Using an app like Regram or Repost (on both Android and iOS) will allow you to @ mention the original user and share their original post caption on your share. But, more importantly, these apps include a watermark on the image you share with the original user's Instagram username. This is ideal because it guarantees that the original user is given full attribution for their content.

There are situations, and some accounts who share user generated content without including the watermark on the image. This is ok, so long as you are absolutely sure you include the username of the original user in the post caption.

Implied Consent

Ok, so let's a get a little more technical now. You understand the value of the copyright and will ensure that your regrammed content acknowledges the original post creator. Good.

But, do you have the permissions to actually share that content?


If you have asked your audience, customers, and followers to tag your business in their photos (via @ mentions or tags or hashtags), and they did this on their public Instagram profile, then they have essentially provided you with implied consent to use their content.

What do I mean?

Let's say you are a ladies clothing company and you are running a holiday campaign. You ask your followers, customers, etc. to post their photos of themselves wearing your outfits to their holiday parties and indicate that doing so may result in them being featured on your business Instagram account. You ask them to use a unique hashtag specific to that campaign when posting their photos to Instagram (this would be a unique hashtag unlikely to be used by anyone else for common purposes unrelated to your business). So, now a bunch of your customers start posting content of themselves in dresses and outfits at lavish parties around the city. This is obviously great content to promote your business and your brand style. So, YES, because you explained to your audience that by using that hashtag they would potentially be shared on your profile, they have essentially given you permission - via implied consent - to regram their content.

Express Consent

But what happens if there is no implied consent? What if you find something you want to share on your Instagram account, but that person hasn't followed any requests or steps listed by you to give you permission?

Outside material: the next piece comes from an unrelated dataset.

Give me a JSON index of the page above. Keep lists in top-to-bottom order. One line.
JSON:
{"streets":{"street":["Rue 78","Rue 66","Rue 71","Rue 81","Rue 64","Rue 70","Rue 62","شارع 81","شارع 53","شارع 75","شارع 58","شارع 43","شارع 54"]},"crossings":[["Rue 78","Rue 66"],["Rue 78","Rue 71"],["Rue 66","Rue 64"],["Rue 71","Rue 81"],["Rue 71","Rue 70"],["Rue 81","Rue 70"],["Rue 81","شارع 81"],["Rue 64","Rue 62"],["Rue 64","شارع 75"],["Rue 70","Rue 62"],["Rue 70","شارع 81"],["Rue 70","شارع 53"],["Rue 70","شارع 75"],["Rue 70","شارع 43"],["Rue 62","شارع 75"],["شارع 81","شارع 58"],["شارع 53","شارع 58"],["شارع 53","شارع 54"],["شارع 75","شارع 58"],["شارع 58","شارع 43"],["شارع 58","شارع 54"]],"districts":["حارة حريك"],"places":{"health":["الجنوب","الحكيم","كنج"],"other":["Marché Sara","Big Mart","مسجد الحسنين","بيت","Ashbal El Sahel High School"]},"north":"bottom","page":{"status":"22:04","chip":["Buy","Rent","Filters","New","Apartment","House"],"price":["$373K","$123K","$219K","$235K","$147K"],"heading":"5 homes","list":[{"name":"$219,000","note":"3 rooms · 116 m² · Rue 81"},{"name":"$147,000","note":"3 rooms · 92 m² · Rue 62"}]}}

In this case, to protect yourself legally, you must get the user's express consent to regram the content.

How do you do this? You have to ask them. And I highly recommend you get the permission in writing.

You can comment on their original post letting them know you like the photo (or video) and that you would like to share it to your account and audience. Then, ask point blank if you have their permission to regram it. You can also send the user a Direct Message asking the same thing if you don't want to post it publicly on their original post.

Once - and only once - they have given you an affirmative response in writing, providing you with permission to regram their content may you share it to your account. If they don't respond, you don't use it. Asking is not enough. You need actual consent.

Content with Minors

Express consent is significantly more important when the image you want to regram includes children or minors. Please be very cautious about this!

Being cautious, doesn't mean you can't do it. It just means, make sure you get absolute written consent to use any photos that include children.

If it's children wearing your products, at your business location, or in any way included in the post (especially if you can see their face), you must ask for permission - from their parent to use the image. I stress parent because the original user and post may actually be on the child's Instagram account and they do not have the capacity to give you permission to use their content. If it's the parent's account, ask them for permission to use the image. If it's the child's account, ask them (likely via a DM) to have a parent provide permission to use the image.

Of course, this goes into a gray area: how do you know it's the parent providing permission. Well, like many websites that require you to click on a box verifying you are over the age of 18 to proceed, sometimes, you have to take their word for it. But you could look at other ways to verify, including having the parent include their Instagram (or other social media) profile in the response to validate it's them responding. Or you could ask the parent to email you from their own email account so that you can verify the approval.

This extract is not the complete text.